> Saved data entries

- Opening Delimiter -

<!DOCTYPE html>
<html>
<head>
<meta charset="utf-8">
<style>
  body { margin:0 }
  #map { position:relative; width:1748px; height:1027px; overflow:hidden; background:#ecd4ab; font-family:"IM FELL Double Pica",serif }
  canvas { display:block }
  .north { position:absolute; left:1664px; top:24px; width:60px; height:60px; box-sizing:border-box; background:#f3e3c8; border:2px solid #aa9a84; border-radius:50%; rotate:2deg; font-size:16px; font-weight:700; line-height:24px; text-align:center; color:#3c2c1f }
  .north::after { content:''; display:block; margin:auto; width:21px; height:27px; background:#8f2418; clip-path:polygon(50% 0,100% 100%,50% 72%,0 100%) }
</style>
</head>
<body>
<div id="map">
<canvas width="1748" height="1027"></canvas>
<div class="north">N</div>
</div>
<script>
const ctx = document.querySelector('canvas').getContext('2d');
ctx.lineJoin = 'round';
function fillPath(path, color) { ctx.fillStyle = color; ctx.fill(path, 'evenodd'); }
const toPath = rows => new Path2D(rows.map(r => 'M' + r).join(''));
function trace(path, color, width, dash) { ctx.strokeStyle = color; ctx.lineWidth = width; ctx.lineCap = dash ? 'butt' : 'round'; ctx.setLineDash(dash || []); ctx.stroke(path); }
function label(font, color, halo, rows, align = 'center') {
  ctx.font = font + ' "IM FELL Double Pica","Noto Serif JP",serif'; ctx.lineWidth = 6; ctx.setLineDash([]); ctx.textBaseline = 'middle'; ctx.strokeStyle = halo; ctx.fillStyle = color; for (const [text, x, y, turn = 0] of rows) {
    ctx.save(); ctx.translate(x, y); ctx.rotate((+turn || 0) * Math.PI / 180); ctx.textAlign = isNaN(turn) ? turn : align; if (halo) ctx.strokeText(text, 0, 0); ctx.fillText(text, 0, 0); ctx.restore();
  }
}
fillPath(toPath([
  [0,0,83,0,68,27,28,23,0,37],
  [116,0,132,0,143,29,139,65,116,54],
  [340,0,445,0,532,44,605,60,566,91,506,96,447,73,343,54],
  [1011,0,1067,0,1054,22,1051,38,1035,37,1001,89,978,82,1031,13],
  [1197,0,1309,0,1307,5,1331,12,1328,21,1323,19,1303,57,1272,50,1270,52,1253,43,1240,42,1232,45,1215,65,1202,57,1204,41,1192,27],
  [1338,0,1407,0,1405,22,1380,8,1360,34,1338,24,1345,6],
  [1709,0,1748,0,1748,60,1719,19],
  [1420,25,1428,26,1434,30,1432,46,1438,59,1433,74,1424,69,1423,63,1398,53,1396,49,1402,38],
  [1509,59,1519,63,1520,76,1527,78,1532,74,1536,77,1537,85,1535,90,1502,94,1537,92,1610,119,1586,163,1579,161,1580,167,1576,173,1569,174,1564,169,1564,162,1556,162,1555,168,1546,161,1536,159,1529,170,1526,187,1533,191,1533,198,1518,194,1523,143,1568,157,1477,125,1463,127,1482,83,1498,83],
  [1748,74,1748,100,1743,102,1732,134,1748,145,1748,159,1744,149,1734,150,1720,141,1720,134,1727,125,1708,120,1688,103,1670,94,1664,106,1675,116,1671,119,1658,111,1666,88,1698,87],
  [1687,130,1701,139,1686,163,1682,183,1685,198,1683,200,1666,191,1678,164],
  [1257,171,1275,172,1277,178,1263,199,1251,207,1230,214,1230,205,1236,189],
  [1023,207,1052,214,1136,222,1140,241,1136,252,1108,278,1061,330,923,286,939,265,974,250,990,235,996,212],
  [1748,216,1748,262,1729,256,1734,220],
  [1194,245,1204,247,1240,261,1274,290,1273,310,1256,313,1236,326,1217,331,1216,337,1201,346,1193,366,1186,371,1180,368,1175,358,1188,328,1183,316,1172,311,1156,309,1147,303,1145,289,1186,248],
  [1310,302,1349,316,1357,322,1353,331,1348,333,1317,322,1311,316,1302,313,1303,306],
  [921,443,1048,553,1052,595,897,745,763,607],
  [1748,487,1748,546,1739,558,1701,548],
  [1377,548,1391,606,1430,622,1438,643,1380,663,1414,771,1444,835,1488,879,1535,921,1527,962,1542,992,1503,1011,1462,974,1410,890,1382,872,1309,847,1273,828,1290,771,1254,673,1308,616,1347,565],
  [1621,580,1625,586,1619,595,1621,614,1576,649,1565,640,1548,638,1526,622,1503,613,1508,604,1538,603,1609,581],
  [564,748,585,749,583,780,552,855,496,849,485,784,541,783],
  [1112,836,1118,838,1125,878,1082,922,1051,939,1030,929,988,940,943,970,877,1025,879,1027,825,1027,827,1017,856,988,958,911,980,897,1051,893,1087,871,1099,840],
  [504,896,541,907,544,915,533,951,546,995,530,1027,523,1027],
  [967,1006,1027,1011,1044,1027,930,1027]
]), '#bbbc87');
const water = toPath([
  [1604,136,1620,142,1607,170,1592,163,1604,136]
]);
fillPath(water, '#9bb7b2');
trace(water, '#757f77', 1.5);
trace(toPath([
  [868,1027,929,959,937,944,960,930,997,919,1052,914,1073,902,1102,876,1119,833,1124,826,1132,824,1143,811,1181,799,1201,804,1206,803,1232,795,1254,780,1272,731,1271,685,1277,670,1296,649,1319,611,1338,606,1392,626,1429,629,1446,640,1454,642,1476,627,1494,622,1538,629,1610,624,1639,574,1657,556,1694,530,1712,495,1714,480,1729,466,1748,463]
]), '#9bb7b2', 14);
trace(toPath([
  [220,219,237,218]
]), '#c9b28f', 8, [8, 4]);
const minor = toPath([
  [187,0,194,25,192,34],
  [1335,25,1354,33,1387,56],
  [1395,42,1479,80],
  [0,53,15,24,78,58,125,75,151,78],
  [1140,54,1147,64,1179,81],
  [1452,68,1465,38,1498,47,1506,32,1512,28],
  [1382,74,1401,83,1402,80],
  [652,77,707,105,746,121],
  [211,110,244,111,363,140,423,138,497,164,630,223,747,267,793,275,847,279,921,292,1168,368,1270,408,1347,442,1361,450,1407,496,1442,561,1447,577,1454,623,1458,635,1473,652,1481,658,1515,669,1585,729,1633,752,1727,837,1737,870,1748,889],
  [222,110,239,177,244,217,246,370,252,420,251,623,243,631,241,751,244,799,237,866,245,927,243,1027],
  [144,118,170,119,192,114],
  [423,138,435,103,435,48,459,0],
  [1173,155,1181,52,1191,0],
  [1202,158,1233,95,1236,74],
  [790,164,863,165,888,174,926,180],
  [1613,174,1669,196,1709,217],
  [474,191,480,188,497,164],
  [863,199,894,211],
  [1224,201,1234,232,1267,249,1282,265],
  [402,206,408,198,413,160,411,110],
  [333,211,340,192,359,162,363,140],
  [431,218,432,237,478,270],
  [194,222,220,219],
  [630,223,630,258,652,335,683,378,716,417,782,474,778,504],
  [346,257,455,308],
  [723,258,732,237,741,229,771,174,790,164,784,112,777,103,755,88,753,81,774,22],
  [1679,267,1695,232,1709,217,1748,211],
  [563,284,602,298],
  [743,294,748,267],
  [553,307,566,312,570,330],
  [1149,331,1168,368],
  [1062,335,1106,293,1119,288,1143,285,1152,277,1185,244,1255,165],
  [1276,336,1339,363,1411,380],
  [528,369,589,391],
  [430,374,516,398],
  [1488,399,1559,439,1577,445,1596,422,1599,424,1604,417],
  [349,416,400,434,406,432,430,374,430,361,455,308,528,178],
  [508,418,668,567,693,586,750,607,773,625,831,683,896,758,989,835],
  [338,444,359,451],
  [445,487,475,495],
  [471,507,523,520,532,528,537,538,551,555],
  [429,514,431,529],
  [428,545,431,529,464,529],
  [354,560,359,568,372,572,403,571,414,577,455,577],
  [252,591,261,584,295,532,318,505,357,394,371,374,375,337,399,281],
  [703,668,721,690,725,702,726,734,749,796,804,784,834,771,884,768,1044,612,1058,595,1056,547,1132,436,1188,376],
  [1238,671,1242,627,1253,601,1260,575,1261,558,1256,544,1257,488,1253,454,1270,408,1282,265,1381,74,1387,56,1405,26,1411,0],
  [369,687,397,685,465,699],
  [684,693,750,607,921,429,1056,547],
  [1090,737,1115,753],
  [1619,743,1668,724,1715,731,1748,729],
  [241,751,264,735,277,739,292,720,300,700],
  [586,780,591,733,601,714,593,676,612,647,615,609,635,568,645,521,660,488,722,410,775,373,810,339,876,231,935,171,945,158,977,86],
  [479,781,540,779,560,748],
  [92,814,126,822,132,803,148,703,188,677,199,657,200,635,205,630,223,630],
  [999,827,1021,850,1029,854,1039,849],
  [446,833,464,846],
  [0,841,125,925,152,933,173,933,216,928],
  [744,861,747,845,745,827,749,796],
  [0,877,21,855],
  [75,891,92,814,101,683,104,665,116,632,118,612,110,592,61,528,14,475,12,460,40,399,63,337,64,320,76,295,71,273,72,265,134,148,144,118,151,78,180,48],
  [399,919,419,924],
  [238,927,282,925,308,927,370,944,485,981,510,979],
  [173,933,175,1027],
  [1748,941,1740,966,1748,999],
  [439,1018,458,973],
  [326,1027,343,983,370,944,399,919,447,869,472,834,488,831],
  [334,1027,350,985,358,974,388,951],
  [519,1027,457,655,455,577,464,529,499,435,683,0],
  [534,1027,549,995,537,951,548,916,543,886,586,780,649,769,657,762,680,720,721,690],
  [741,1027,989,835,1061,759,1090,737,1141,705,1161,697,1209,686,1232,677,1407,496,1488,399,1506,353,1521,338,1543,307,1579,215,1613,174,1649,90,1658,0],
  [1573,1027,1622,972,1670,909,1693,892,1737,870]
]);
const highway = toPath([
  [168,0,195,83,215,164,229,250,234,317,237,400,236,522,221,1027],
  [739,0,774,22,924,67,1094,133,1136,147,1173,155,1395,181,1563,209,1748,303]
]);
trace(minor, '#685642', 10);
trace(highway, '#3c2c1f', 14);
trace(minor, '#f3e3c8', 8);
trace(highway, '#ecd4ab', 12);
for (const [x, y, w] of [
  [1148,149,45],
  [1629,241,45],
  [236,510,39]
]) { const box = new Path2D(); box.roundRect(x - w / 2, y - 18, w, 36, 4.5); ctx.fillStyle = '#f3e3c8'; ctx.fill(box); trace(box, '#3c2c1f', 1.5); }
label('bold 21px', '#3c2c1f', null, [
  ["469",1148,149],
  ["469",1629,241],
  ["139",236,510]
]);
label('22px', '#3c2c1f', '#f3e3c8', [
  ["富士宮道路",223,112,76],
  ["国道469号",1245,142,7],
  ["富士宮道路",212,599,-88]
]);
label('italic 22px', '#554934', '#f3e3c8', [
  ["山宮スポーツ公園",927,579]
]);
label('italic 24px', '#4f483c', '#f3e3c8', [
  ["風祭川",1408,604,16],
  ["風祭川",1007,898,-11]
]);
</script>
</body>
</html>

- Closing Delimiter -

> TASK TO COMPLETE
Search the data above for the string "lineWidth". Report every line where it is found.

> RESULT OF THE EXERCISE
function trace(path, color, width, dash) { ctx.strokeStyle = color; ctx.lineWidth = width; ctx.lineCap = dash ? 'butt' : 'round'; ctx.setLineDash(dash || []); ctx.stroke(path); }
  ctx.font = font + ' "IM FELL Double Pica","Noto Serif JP",serif'; ctx.lineWidth = 6; ctx.setLineDash([]); ctx.textBaseline = 'middle'; ctx.strokeStyle = halo; ctx.fillStyle = color; for (const [text, x, y, turn = 0] of rows) {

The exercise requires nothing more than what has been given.